## TASK TO COMPLETE
Your answer must be an exact transcription of every record.

## DATA FOR REVIEW
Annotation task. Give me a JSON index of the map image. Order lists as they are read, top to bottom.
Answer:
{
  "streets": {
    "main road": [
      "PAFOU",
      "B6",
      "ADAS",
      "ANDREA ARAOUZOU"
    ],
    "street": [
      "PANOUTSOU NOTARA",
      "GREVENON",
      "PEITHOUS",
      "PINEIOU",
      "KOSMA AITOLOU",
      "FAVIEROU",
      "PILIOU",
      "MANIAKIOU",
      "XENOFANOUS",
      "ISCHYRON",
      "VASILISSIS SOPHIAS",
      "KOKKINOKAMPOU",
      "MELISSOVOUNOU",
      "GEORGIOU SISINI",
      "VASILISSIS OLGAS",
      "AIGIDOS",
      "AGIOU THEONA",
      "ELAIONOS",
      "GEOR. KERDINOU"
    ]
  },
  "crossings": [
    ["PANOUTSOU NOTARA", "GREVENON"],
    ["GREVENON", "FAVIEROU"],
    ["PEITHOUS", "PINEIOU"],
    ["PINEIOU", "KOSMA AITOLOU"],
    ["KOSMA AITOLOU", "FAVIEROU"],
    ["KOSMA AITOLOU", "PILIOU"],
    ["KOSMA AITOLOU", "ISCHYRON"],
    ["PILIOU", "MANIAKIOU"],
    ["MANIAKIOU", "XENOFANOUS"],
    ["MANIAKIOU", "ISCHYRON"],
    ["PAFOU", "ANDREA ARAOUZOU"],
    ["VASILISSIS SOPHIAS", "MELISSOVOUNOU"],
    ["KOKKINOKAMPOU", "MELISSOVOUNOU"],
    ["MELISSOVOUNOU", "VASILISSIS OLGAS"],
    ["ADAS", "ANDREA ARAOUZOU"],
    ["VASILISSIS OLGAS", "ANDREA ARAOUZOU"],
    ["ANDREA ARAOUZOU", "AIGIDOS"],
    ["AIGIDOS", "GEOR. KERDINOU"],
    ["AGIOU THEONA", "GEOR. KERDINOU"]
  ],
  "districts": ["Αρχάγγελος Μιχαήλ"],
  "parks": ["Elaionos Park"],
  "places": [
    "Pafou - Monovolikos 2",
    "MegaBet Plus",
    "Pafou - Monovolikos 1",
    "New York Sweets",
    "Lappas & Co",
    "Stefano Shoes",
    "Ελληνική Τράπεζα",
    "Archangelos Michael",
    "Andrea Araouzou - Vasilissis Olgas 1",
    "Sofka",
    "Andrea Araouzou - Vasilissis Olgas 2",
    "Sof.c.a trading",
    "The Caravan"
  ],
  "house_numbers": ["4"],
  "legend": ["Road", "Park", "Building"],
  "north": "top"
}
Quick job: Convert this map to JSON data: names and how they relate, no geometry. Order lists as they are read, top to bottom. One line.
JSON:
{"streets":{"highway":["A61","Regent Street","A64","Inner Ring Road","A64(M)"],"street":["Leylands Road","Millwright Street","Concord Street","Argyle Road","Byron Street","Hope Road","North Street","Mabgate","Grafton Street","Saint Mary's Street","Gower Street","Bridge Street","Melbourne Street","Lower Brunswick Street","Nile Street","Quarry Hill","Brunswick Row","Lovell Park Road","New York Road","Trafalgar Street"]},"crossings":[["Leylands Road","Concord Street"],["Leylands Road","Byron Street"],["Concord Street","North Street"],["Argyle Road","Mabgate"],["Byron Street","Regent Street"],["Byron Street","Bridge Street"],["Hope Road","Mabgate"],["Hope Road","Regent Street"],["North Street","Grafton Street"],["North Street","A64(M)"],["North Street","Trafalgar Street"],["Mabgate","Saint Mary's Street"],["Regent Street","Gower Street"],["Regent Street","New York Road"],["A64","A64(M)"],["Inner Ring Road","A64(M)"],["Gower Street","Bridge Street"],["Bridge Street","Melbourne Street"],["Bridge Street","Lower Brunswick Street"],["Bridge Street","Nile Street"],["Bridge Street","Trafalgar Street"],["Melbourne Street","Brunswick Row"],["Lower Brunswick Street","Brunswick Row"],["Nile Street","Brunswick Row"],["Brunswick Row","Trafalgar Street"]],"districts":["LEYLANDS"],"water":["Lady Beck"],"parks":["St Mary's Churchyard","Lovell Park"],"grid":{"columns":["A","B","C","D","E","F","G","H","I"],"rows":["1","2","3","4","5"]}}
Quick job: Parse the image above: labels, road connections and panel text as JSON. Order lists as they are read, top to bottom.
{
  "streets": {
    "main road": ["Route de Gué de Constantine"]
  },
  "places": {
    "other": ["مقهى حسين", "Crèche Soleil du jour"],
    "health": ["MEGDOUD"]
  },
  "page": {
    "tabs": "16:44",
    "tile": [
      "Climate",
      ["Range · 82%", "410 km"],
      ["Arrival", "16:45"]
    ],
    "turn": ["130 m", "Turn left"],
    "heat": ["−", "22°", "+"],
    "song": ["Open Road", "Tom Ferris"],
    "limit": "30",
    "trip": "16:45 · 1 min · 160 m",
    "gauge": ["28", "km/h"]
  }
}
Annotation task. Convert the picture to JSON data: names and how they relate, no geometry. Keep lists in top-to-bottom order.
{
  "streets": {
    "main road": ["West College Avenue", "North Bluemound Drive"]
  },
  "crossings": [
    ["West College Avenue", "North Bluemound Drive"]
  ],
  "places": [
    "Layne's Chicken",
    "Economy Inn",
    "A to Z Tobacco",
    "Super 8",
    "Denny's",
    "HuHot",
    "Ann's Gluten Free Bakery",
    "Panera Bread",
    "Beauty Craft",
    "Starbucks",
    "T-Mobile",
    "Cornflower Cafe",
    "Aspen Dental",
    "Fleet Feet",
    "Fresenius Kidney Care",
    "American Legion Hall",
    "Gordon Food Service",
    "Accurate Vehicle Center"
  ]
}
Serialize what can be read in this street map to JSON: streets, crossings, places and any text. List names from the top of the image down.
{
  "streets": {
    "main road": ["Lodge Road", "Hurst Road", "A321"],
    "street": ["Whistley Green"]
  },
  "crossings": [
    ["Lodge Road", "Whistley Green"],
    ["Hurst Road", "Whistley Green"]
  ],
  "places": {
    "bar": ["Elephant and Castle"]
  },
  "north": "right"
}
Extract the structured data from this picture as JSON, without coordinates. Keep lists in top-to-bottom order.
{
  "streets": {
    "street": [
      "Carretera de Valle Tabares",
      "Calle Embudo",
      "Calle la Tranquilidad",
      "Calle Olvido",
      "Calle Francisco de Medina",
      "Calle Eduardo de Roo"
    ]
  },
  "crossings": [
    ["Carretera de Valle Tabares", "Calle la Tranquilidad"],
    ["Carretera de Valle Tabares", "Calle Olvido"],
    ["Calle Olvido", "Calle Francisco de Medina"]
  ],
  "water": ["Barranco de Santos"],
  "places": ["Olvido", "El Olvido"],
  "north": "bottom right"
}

## RESPONSE AREA
Annotation task. Give me a JSON index of the map image. Order lists as they are read, top to bottom.
Answer:
{
  "streets": {
    "main road": [
      "PAFOU",
      "B6",
      "ADAS",
      "ANDREA ARAOUZOU"
    ],
    "street": [
      "PANOUTSOU NOTARA",
      "GREVENON",
      "PEITHOUS",
      "PINEIOU",
      "KOSMA AITOLOU",
      "FAVIEROU",
      "PILIOU",
      "MANIAKIOU",
      "XENOFANOUS",
      "ISCHYRON",
      "VASILISSIS SOPHIAS",
      "KOKKINOKAMPOU",
      "MELISSOVOUNOU",
      "GEORGIOU SISINI",
      "VASILISSIS OLGAS",
      "AIGIDOS",
      "AGIOU THEONA",
      "ELAIONOS",
      "GEOR. KERDINOU"
    ]
  },
  "crossings": [
    ["PANOUTSOU NOTARA", "GREVENON"],
    ["GREVENON", "FAVIEROU"],
    ["PEITHOUS", "PINEIOU"],
    ["PINEIOU", "KOSMA AITOLOU"],
    ["KOSMA AITOLOU", "FAVIEROU"],
    ["KOSMA AITOLOU", "PILIOU"],
    ["KOSMA AITOLOU", "ISCHYRON"],
    ["PILIOU", "MANIAKIOU"],
    ["MANIAKIOU", "XENOFANOUS"],
    ["MANIAKIOU", "ISCHYRON"],
    ["PAFOU", "ANDREA ARAOUZOU"],
    ["VASILISSIS SOPHIAS", "MELISSOVOUNOU"],
    ["KOKKINOKAMPOU", "MELISSOVOUNOU"],
    ["MELISSOVOUNOU", "VASILISSIS OLGAS"],
    ["ADAS", "ANDREA ARAOUZOU"],
    ["VASILISSIS OLGAS", "ANDREA ARAOUZOU"],
    ["ANDREA ARAOUZOU", "AIGIDOS"],
    ["AIGIDOS", "GEOR. KERDINOU"],
    ["AGIOU THEONA", "GEOR. KERDINOU"]
  ],
  "districts": ["Αρχάγγελος Μιχαήλ"],
  "parks": ["Elaionos Park"],
  "places": [
    "Pafou - Monovolikos 2",
    "MegaBet Plus",
    "Pafou - Monovolikos 1",
    "New York Sweets",
    "Lappas & Co",
    "Stefano Shoes",
    "Ελληνική Τράπεζα",
    "Archangelos Michael",
    "Andrea Araouzou - Vasilissis Olgas 1",
    "Sofka",
    "Andrea Araouzou - Vasilissis Olgas 2",
    "Sof.c.a trading",
    "The Caravan"
  ],
  "house_numbers": ["4"],
  "legend": ["Road", "Park", "Building"],
  "north": "top"
}
Quick job: Convert this map to JSON data: names and how they relate, no geometry. Order lists as they are read, top to bottom. One line.
JSON:
{"streets":{"highway":["A61","Regent Street","A64","Inner Ring Road","A64(M)"],"street":["Leylands Road","Millwright Street","Concord Street","Argyle Road","Byron Street","Hope Road","North Street","Mabgate","Grafton Street","Saint Mary's Street","Gower Street","Bridge Street","Melbourne Street","Lower Brunswick Street","Nile Street","Quarry Hill","Brunswick Row","Lovell Park Road","New York Road","Trafalgar Street"]},"crossings":[["Leylands Road","Concord Street"],["Leylands Road","Byron Street"],["Concord Street","North Street"],["Argyle Road","Mabgate"],["Byron Street","Regent Street"],["Byron Street","Bridge Street"],["Hope Road","Mabgate"],["Hope Road","Regent Street"],["North Street","Grafton Street"],["North Street","A64(M)"],["North Street","Trafalgar Street"],["Mabgate","Saint Mary's Street"],["Regent Street","Gower Street"],["Regent Street","New York Road"],["A64","A64(M)"],["Inner Ring Road","A64(M)"],["Gower Street","Bridge Street"],["Bridge Street","Melbourne Street"],["Bridge Street","Lower Brunswick Street"],["Bridge Street","Nile Street"],["Bridge Street","Trafalgar Street"],["Melbourne Street","Brunswick Row"],["Lower Brunswick Street","Brunswick Row"],["Nile Street","Brunswick Row"],["Brunswick Row","Trafalgar Street"]],"districts":["LEYLANDS"],"water":["Lady Beck"],"parks":["St Mary's Churchyard","Lovell Park"],"grid":{"columns":["A","B","C","D","E","F","G","H","I"],"rows":["1","2","3","4","5"]}}
Quick job: Parse the image above: labels, road connections and panel text as JSON. Order lists as they are read, top to bottom.
{
  "streets": {
    "main road": ["Route de Gué de Constantine"]
  },
  "places": {
    "other": ["مقهى حسين", "Crèche Soleil du jour"],
    "health": ["MEGDOUD"]
  },
  "page": {
    "tabs": "16:44",
    "tile": [
      "Climate",
      ["Range · 82%", "410 km"],
      ["Arrival", "16:45"]
    ],
    "turn": ["130 m", "Turn left"],
    "heat": ["−", "22°", "+"],
    "song": ["Open Road", "Tom Ferris"],
    "limit": "30",
    "trip": "16:45 · 1 min · 160 m",
    "gauge": ["28", "km/h"]
  }
}
Annotation task. Convert the picture to JSON data: names and how they relate, no geometry. Keep lists in top-to-bottom order.
{
  "streets": {
    "main road": ["West College Avenue", "North Bluemound Drive"]
  },
  "crossings": [
    ["West College Avenue", "North Bluemound Drive"]
  ],
  "places": [
    "Layne's Chicken",
    "Economy Inn",
    "A to Z Tobacco",
    "Super 8",
    "Denny's",
    "HuHot",
    "Ann's Gluten Free Bakery",
    "Panera Bread",
    "Beauty Craft",
    "Starbucks",
    "T-Mobile",
    "Cornflower Cafe",
    "Aspen Dental",
    "Fleet Feet",
    "Fresenius Kidney Care",
    "American Legion Hall",
    "Gordon Food Service",
    "Accurate Vehicle Center"
  ]
}
Serialize what can be read in this street map to JSON: streets, crossings, places and any text. List names from the top of the image down.
{
  "streets": {
    "main road": ["Lodge Road", "Hurst Road", "A321"],
    "street": ["Whistley Green"]
  },
  "crossings": [
    ["Lodge Road", "Whistley Green"],
    ["Hurst Road", "Whistley Green"]
  ],
  "places": {
    "bar": ["Elephant and Castle"]
  },
  "north": "right"
}
Extract the structured data from this picture as JSON, without coordinates. Keep lists in top-to-bottom order.
{
  "streets": {
    "street": [
      "Carretera de Valle Tabares",
      "Calle Embudo",
      "Calle la Tranquilidad",
      "Calle Olvido",
      "Calle Francisco de Medina",
      "Calle Eduardo de Roo"
    ]
  },
  "crossings": [
    ["Carretera de Valle Tabares", "Calle la Tranquilidad"],
    ["Carretera de Valle Tabares", "Calle Olvido"],
    ["Calle Olvido", "Calle Francisco de Medina"]
  ],
  "water": ["Barranco de Santos"],
  "places": ["Olvido", "El Olvido"],
  "north": "bottom right"
}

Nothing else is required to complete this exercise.